Data Analytics

Logo R Notes
Python Notes
Julia Notes
R-Studio Notes
Jupyter Notebooks
External Notes
Creating Markdown
Contributions

Working with Matplotlib

Working with Matplotlib

Matplotlib is probably the single most used Python package for 2D-graphics. It provides a very quick way to visualize data from Python while also producing publication-quality figures in many formats.

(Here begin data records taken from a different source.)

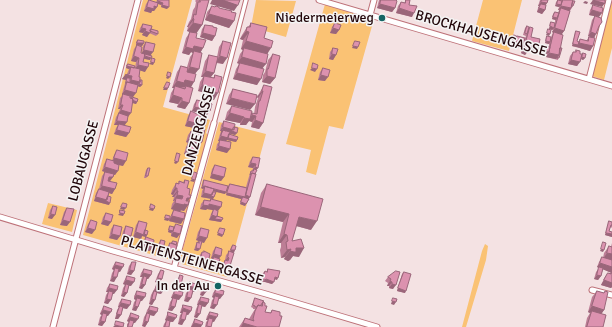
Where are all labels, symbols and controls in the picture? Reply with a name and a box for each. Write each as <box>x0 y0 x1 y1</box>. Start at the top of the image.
street label: BROCKHAUSENGASSE <box>413 7 549 61</box>
place label: Niedermeierweg <box>275 10 374 26</box>
marker: Niedermeierweg <box>377 13 387 23</box>
street label: DANZERGASSE <box>179 84 219 178</box>
street label: LOBAUGASSE <box>65 119 103 203</box>
street label: PLATTENSTEINERGASSE <box>119 233 265 289</box>
place label: In der Au <box>156 278 210 294</box>
marker: In der Au <box>213 281 223 291</box>

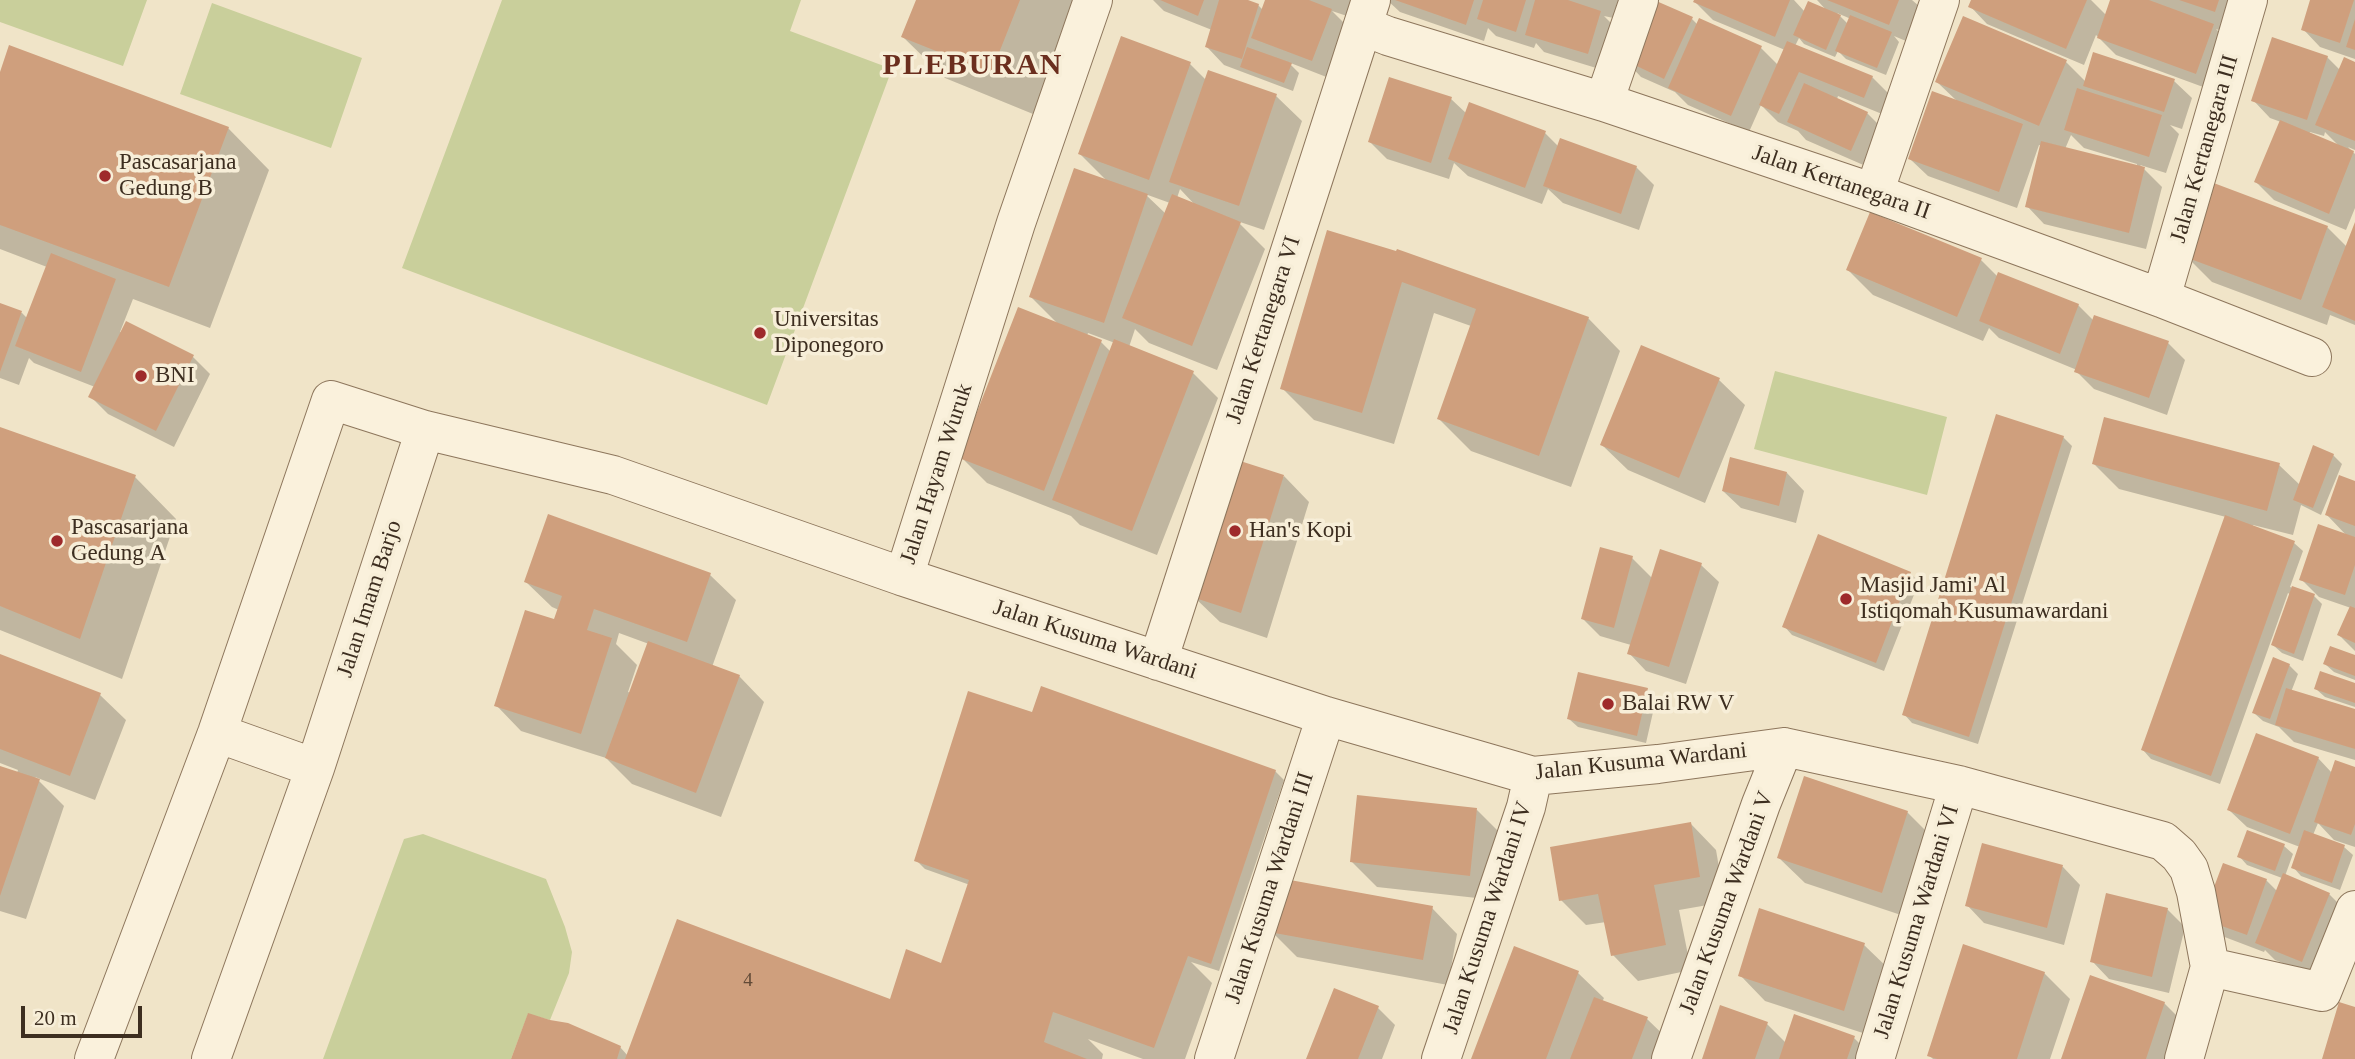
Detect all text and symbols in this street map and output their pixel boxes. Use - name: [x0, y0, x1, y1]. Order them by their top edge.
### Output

IPython and the pylab mode

IPython is an enhanced interactive Python shell that has lots of interesting features including named inputs and outputs, access to shell commands, improved debugging and many more. When we start it with the command line argument -pylab (–pylab since IPython version 0.12), it allows interactive matplotlib sessions that have Matlab/Mathematica-like functionality.

pyplot

pyplot provides a convenient interface to the matplotlib object-oriented plotting library. It is modeled closely after Matlab(TM). Therefore, the majority of plotting commands in pyplot have Matlab(TM) analogs with similar arguments. Important commands are explained with interactive examples.

SIMPLE PLOT

n this example, we want to draw the cosine and sine functions on the same plot. We will first start with the default settings and enrich the figure step by step to make it nicer. First step is to get the data for the sine and cosine functions:

    import numpy as np
    X = np.linspace(-np.pi, np.pi, 256,endpoint=True)
    C,S = np.cos(X), np.sin(X)

X is now a numpy array with 256 values ranging from -pi to pi (included). C is the cosine (256 values) and S is the sine (256 values).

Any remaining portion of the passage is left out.